Des hôteliers français tentent de reconquérir un contact direct avec leur clientèle avec une nouvelle plate-forme, fairbooking. Un bon plan pour les consommateurs ?
Les réservations sur les plateformes de réservation : un faux bon plan
La Chambre des professionnels indépendants de l’hôtellerie (CPIH) et l’Union des métiers et des industries de l’hôtellerie (Umih) ont récemment saisi l’autorité de la concurrence. Le sujet de leur courroux ?
Elles accusent les grandes plateformes de réservation comme Expedia, HRS, Booking.com de pratiques déloyales. « Au départ, ces portails étaient de simples annuaires offrant une visibilité aux hôteliers, mais ils leur ont peu à peu imposé des clauses contractuelles non négociables, tout en mettant en place un système commercial anticoncurrentiel qui trompe les consommateurs« , explique Rémi Ohayon, spécialiste de ce sujet (1).
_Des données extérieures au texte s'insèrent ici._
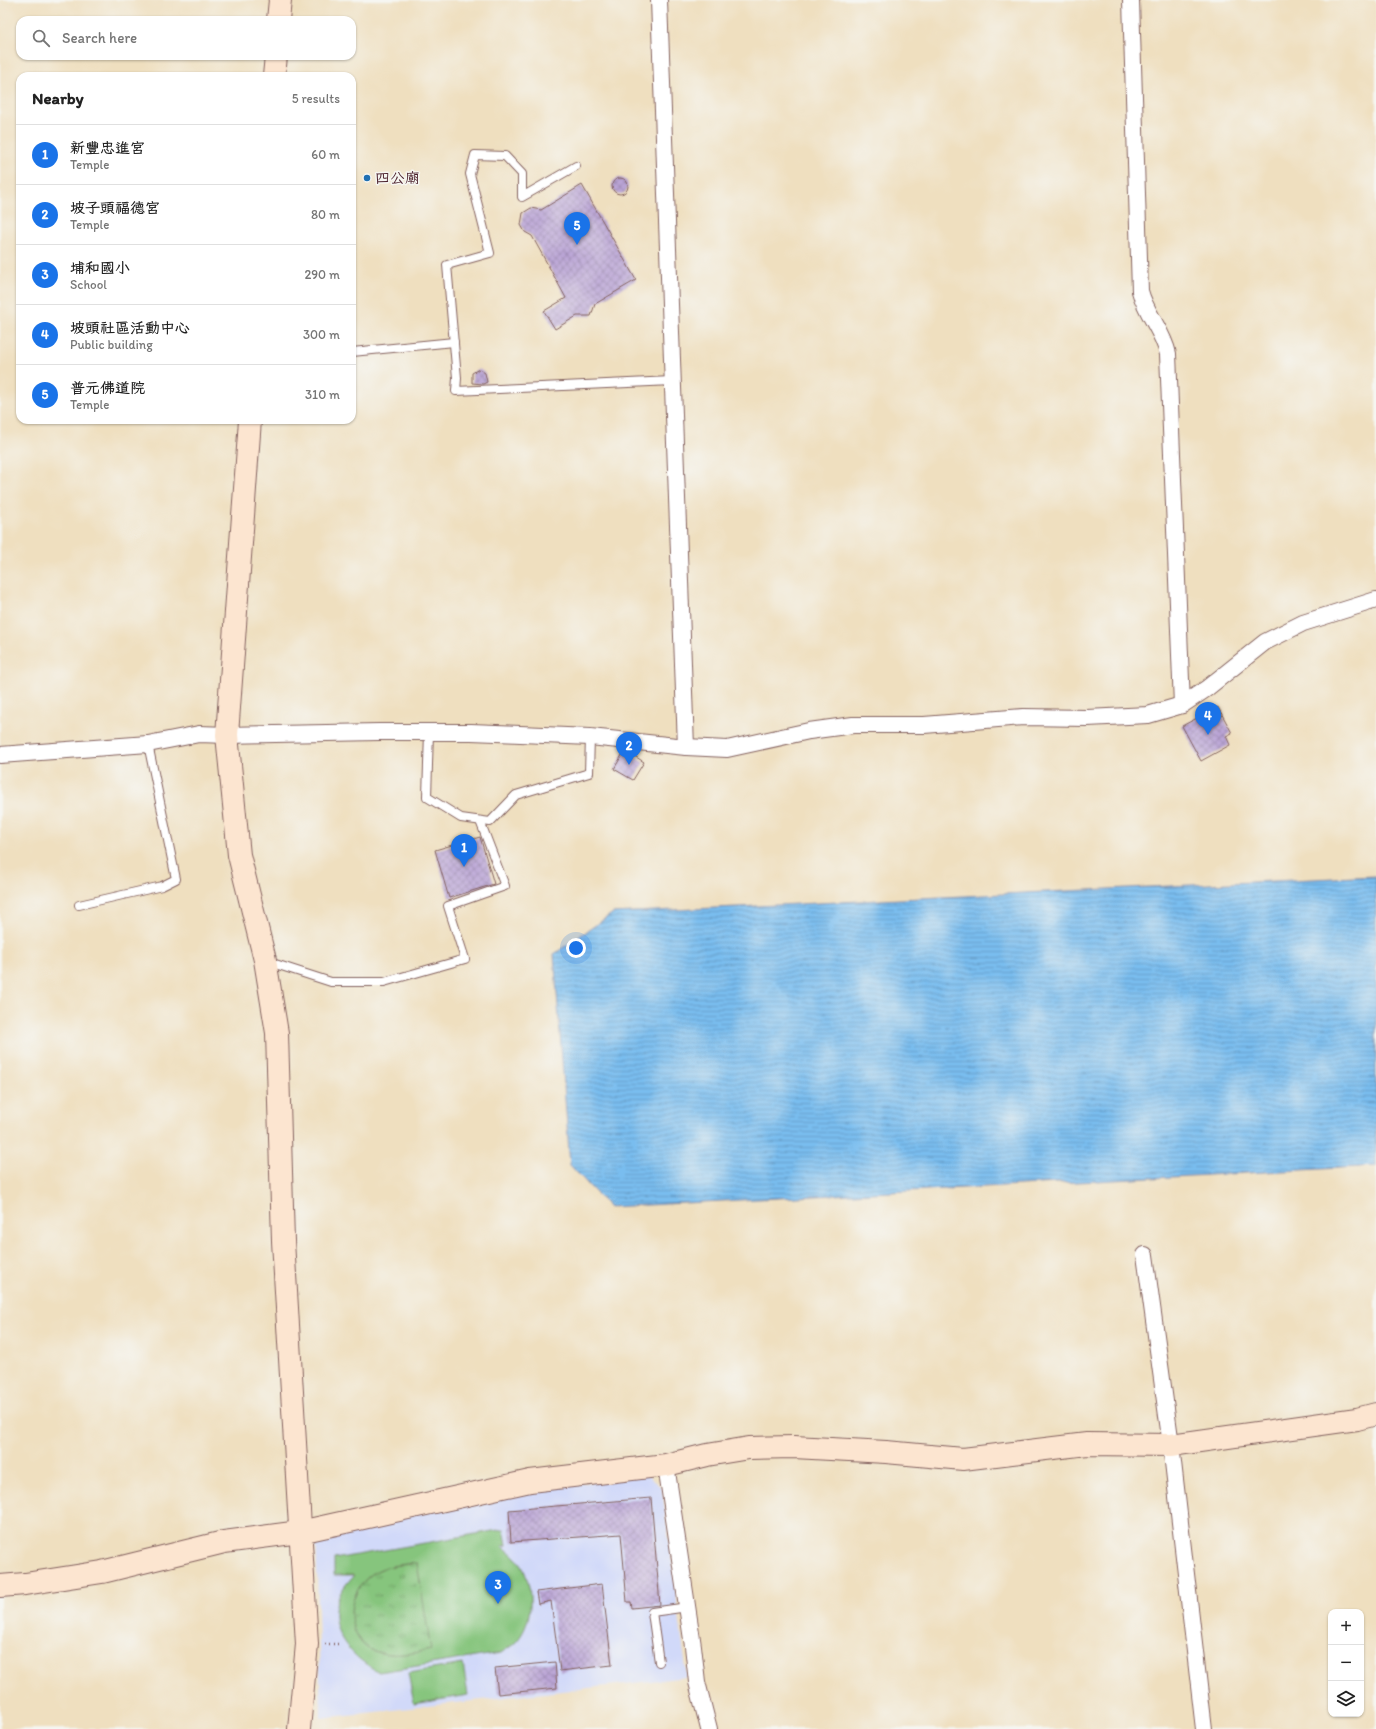 <!DOCTYPE html>
<html lang="en">
<head>
<meta charset="utf-8">
<style>
  :root { --surface:#fff; --page:#f6f6f6; --text:#222; --muted:#767676; --line:#e0e0e0; --accent:#1a73e8 }
  body { margin:0; font-family:Itim,"LXGW WenKai TC",sans-serif; background:var(--page); color:var(--text) }
  .controls { position:absolute; right:12px; bottom:12px; display:grid; overflow:hidden; border-radius:8px; box-shadow:0 1px 3px #0004 }
  .controls button { width:36px; height:36px; display:grid; place-items:center; padding:0; border:0; border-bottom:1px solid var(--line); background:var(--surface); color:var(--text); font:20px sans-serif }
  .you { position:absolute; left:576px; top:948px; width:14px; height:14px; margin:-10px; border:3px solid #fff; border-radius:50%; background:#1a73e8; box-shadow:0 0 0 6px #1a73e833 }
  .badge { display:grid; place-items:center; width:26px; height:26px; border-radius:50%; background:var(--accent); color:#fff; font-size:13px; font-weight:700 }
  .pin { position:absolute; translate:-50% -33px; filter:drop-shadow(0 1px 2px #0008) }
  .pin::after { content:''; position:absolute; top:21px; width:14px; height:12px; background:inherit; clip-path:polygon(0 0,100% 0,50% 100%) }
  .list { margin:0; padding:0; list-style:none }
  h2 { display:flex; justify-content:space-between; align-items:center; height:52px; margin:0; padding:0 16px; font-size:17px }
  h2 small { font-size:13px; font-weight:400; color:var(--muted) }
  .list li { display:grid; grid-template-columns:26px 1fr auto; gap:12px; align-items:center; box-sizing:border-box; height:60px; padding:0 16px; border-top:1px solid var(--line) }
  .list b { display:block; font-size:15px; white-space:nowrap }
  .list p { margin:0; font-size:13px; white-space:nowrap; color:var(--muted) }
  .list em { font-size:13px; font-style:normal; color:var(--muted) }
  .icon { flex:none; width:22px; height:22px; fill:none; stroke:currentColor; stroke-width:2; stroke-linecap:round; stroke-linejoin:round }
  .map { position:relative; flex:none; width:1376px; height:1729px; overflow:hidden }
  .search { position:absolute; background:var(--surface); box-shadow:0 1px 3px #0004; left:16px; top:16px; width:340px; height:44px; display:flex; align-items:center; gap:10px; box-sizing:border-box; padding:0 14px; border-radius:12px; color:var(--muted); font-size:15px }
  .panel { position:absolute; background:var(--surface); box-shadow:0 1px 3px #0004; left:16px; top:72px; width:340px; height:352px; border-radius:12px }
  .map>svg:first-child { display:block }
  .built { fill:#d1d9f9 }
  .grass { fill:url(#grass-tufts); stroke:#687254 }
  .pitch { fill:#86c57d; stroke:#687254; fill-rule:evenodd }
  .water { fill:url(#water-rules); stroke:#626e8d }
  .building { fill:url(#building-cross-hatch) }
  .lines { fill:none; stroke-linecap:round; stroke-linejoin:round }
  .lane-casing { stroke:#84625f; stroke-width:10 }
  .street-casing { stroke:#84625f; stroke-width:18 }
  .secondary-casing { stroke:#84625f; stroke-width:24 }
  .path { stroke:#84625f; stroke-width:2.5; stroke-dasharray:1 3; stroke-linecap:butt }
  .lane { stroke:#fff; stroke-width:8 }
  .street { stroke:#fff; stroke-width:16 }
  .secondary { stroke:#fce5d0; stroke-width:22 }
  .poi-dot { fill:#1f6fb2; stroke:#f6f6f2; stroke-width:1.5 }
  .labels { text-anchor:middle; stroke-width:3; stroke-linejoin:round; paint-order:stroke }
  .poi-label { font-size:15px; fill:#4a1f2b; stroke:#f6f6f2; text-anchor:start }
</style>
</head>
<body>
<div class="map">
<svg width="1376" height="1729" viewBox="0 0 1376 1729">
  <defs>
    <pattern id="grass-tufts" width="24" height="20" patternUnits="userSpaceOnUse"><rect width="24" height="20" fill="#86c57d"/><path d="M3 7l-1-3M5 7V3M7 7l1-3M15 17l-1-3M17 17v-4M19 17l1-3" fill="none" stroke="#709f67"/></pattern>
    <pattern id="water-rules" width="6" height="5" patternUnits="userSpaceOnUse"><rect width="6" height="5" fill="#79bdef"/><path d="M0 2.5h6" fill="none" stroke="#6599c2"/></pattern>
    <pattern id="building-cross-hatch" width="8" height="8" patternUnits="userSpaceOnUse"><rect width="8" height="8" fill="#baa4d5"/><path d="M0 0l8 8M0 8l8-8" fill="none" stroke="#9985ad"/></pattern>
  </defs>
  <rect width="100%" height="100%" fill="#f6f6f2"/>
  <filter id="ink" filterUnits="userSpaceOnUse"><feTurbulence type="fractalNoise" baseFrequency=".025" numOctaves="2"/><feDisplacementMap in="SourceGraphic" scale="8" xChannelSelector="R" yChannelSelector="G"/><feConvolveMatrix kernelMatrix="1 2 1 2 8 2 1 2 1" color-interpolation-filters="sRGB"/></filter>
  <filter id="wash" filterUnits="userSpaceOnUse"><feTurbulence type="fractalNoise" baseFrequency=".012" numOctaves="4" result="noise"/><feDisplacementMap in="SourceGraphic" scale="16" xChannelSelector="R" yChannelSelector="G"/><feGaussianBlur stdDeviation="0.9" result="paint"/><feColorMatrix in="noise" values="0 0 0 0 0 0 0 0 0 0 0 0 0 0 0 0 0 1.4 0 .05"/><feComposite in="paint" operator="in"/></filter>
  <g filter="url(#wash)">
    <rect width="100%" height="100%" fill="#efdfbf"/>
    <!-- built -->
    <polygon class="built" points="647,1475 662,1488 687,1677 321,1718 316,1532 509,1493"/>
    <!-- grass -->
    <path class="grass" d="M417,1563L432,1650C410,1654 390,1658 369,1649C364,1647 361,1641 359,1638C341,1615 355,1580 381,1569C391,1565 406,1565 417,1563Z"/>
    <!-- pitch -->
    <g class="pitch">
      <path d="M504,1529L507,1545L502,1546C510,1552 517,1558 522,1566C534,1589 534,1625 514,1644C510,1647 505,1650 501,1653L379,1672C354,1659 329,1634 336,1604C339,1592 347,1583 354,1575H334V1559ZM417,1563L431,1650C410,1654 389,1658 369,1649C362,1646 355,1634 353,1627C346,1605 359,1578 381,1569C391,1565 407,1564 417,1563Z"/>
      <polygon points="463,1664 468,1695 414,1704 408,1673"/>
    </g>
    <!-- water -->
    <polygon class="water" points="1376,876 1376,1166 609,1207 570,1165 554,954 613,913"/>
    <g id="blocks">
      <!-- building -->
      <g class="building">
        <circle cx="620" cy="186" r="8"/>
        <polygon points="582,185 636,280 595,304 591,316 577,316 555,329 544,311 566,298 532,236 525,232 521,225 523,213 531,208 541,210"/>
        <polygon points="479,369 485,373 487,382 483,384 472,383 472,373"/>
        <polygon points="1218,707 1232,733 1226,736 1230,745 1201,761 1182,726"/>
        <polygon points="625,750 644,762 633,780 614,769"/>
        <polygon points="480,837 494,884 449,898 435,850"/>
        <polygon points="651,1498 660,1605 632,1608 631,1602 627,1602 621,1534 511,1542 509,1510"/>
        <polygon points="602,1584 612,1665 560,1671 551,1601 538,1604 536,1592"/>
        <polygon points="555,1662 557,1688 498,1694 495,1668"/>
      </g>
    </g>
  </g>
  <g filter="url(#ink)">
    <use href="#blocks" fill-opacity="0" stroke="#84625f" stroke-width="1"/>
    <g class="lines">
      <!-- lane casing -->
      <g class="lane-casing">
        <g id="lane">
          <polyline points="576,166 522,197 522,174 505,156 475,155 470,174 490,253 447,265 457,378 456,391 672,381"/>
          <polyline points="352,352 454,342"/>
          <polyline points="429,732 427,797 461,818 490,822 516,795 589,773 590,737"/>
          <polyline points="79,905 162,886 176,879 148,744"/>
          <polyline points="266,961 331,982 384,982 465,959 448,906 505,886 480,821"/>
          <polyline points="659,1662 652,1612 688,1607"/>
        </g>
      </g>
      <!-- street casing -->
      <g class="street-casing">
        <g id="street">
          <polyline points="659,0 686,747"/>
          <path d="M1131,0L1140,291C1146,314 1163,331 1168,354L1182,705"/>
          <polyline points="0,755 148,744 199,734 227,735 379,732 471,732 590,737 686,747 727,749 809,731 853,725 924,725 1023,717 1087,718 1148,715 1182,705 1206,689 1265,642 1303,623 1376,600"/>
          <polyline points="1145,1255 1171,1445 1204,1729"/>
          <polyline points="666,1465 693,1646 697,1682 709,1729"/>
        </g>
      </g>
      <!-- secondary casing -->
      <g class="secondary-casing">
        <g id="secondary">
          <polyline points="278,20 280,0"/>
          <polyline points="274,76 276,56"/>
          <polyline points="250,420 227,735 239,855 265,960 277,1033 283,1241 307,1644 299,1729"/>
          <polyline points="0,1586 25,1584 102,1572 224,1542 300,1532 530,1481 666,1465 707,1455 749,1448 794,1447 886,1452 963,1459 1087,1444 1171,1445 1357,1419 1376,1414"/>
        </g>
      </g>
      <!-- path -->
      <polyline class="path" points="325,1644 341,1644"/>
      <!-- lane -->
      <use href="#lane" class="lane"/>
      <!-- street -->
      <use href="#street" class="street"/>
      <!-- secondary -->
      <use href="#secondary" class="secondary"/>
    </g>
  </g>
  <!-- markers -->
  <circle class="poi-dot" cx="367" cy="178" r="4"/>
  <g class="labels">
    <!-- poi labels -->
    <g class="poi-label">
      <text x="375" y="183">四公廟</text>
    </g>
  </g>
</svg>
<div class="controls">
<button>+</button>
<button>−</button>
<button><svg class="icon" aria-label="layers" viewBox="0 0 24 24"><path d="M12 4l9 5-9 5-9-5zM3 14l9 5 9-5"/></svg></button>
</div>
<div class="you"></div>
<div class="pin badge" style="left:464px;top:867px">1</div>
<div class="pin badge" style="left:629px;top:765px">2</div>
<div class="pin badge" style="left:498px;top:1604px">3</div>
<div class="pin badge" style="left:1208px;top:735px">4</div>
<div class="pin badge" style="left:577px;top:245px">5</div>
<div class="search"><svg class="icon" aria-label="search" viewBox="0 0 24 24"><circle cx="10" cy="10" r="6"/><path d="M15 15l6 6"/></svg>Search here</div>
<section class="panel">
<h2>Nearby<small>5 results</small></h2>
<ul class="list">
<li><span class="badge">1</span><div><b>新豐忠進宮</b><p>Temple</p></div><em>60 m</em></li>
<li><span class="badge">2</span><div><b>坡子頭福德宫</b><p>Temple</p></div><em>80 m</em></li>
<li><span class="badge">3</span><div><b>埔和國小</b><p>School</p></div><em>290 m</em></li>
<li><span class="badge">4</span><div><b>坡頭社區活動中心</b><p>Public building</p></div><em>300 m</em></li>
<li><span class="badge">5</span><div><b>普元佛道院</b><p>Temple</p></div><em>310 m</em></li>
</ul>
</section>
</div>
</body>
</html>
Les hôteliers sont en effet remontés comme des coucous contre ce qu’ils appellent des promos bidons : « Certains sites ont des promos bidons, ils gonflent nos tarifs de 20 % pour en fait les solder au tarif normal ».
86 % des Français croient, à tort, payer moins cher sur les sites de réservation en ligne… à tort**… Enquête Institut Promise Consulting Inc., août 2013
Une étude réalisée auprès de 80 hôtels en France entre 2008 et 2012 montre que la part des commissions versées aux intermédiaires par rapport au chiffre d’affaires hébergement a sensiblement progressé. Hors Paris et Côte d’Azur, elle est passée de 2,4 % du chiffre d’affaires hébergement à 4,2 %. A périmètre constant, le montant des commissions versées aux intermédiaires a progressé de plus de 64 % sur les cinq dernières années (©2013 In Extenso Conseil).
La hache de guerre est déterrée
Entre les hôteliers français et les plateformes de réservation sur Internet, la guerre est donc déclarée avec au centre du champ de bataille les taux de commission prélevés par les sites de réservation. Ces taux varient le plus souvent de 15 à 30 %. Des taux bien supérieurs à ceux que prélèvent les agences de voyage traditionnelles (autour de 10 %).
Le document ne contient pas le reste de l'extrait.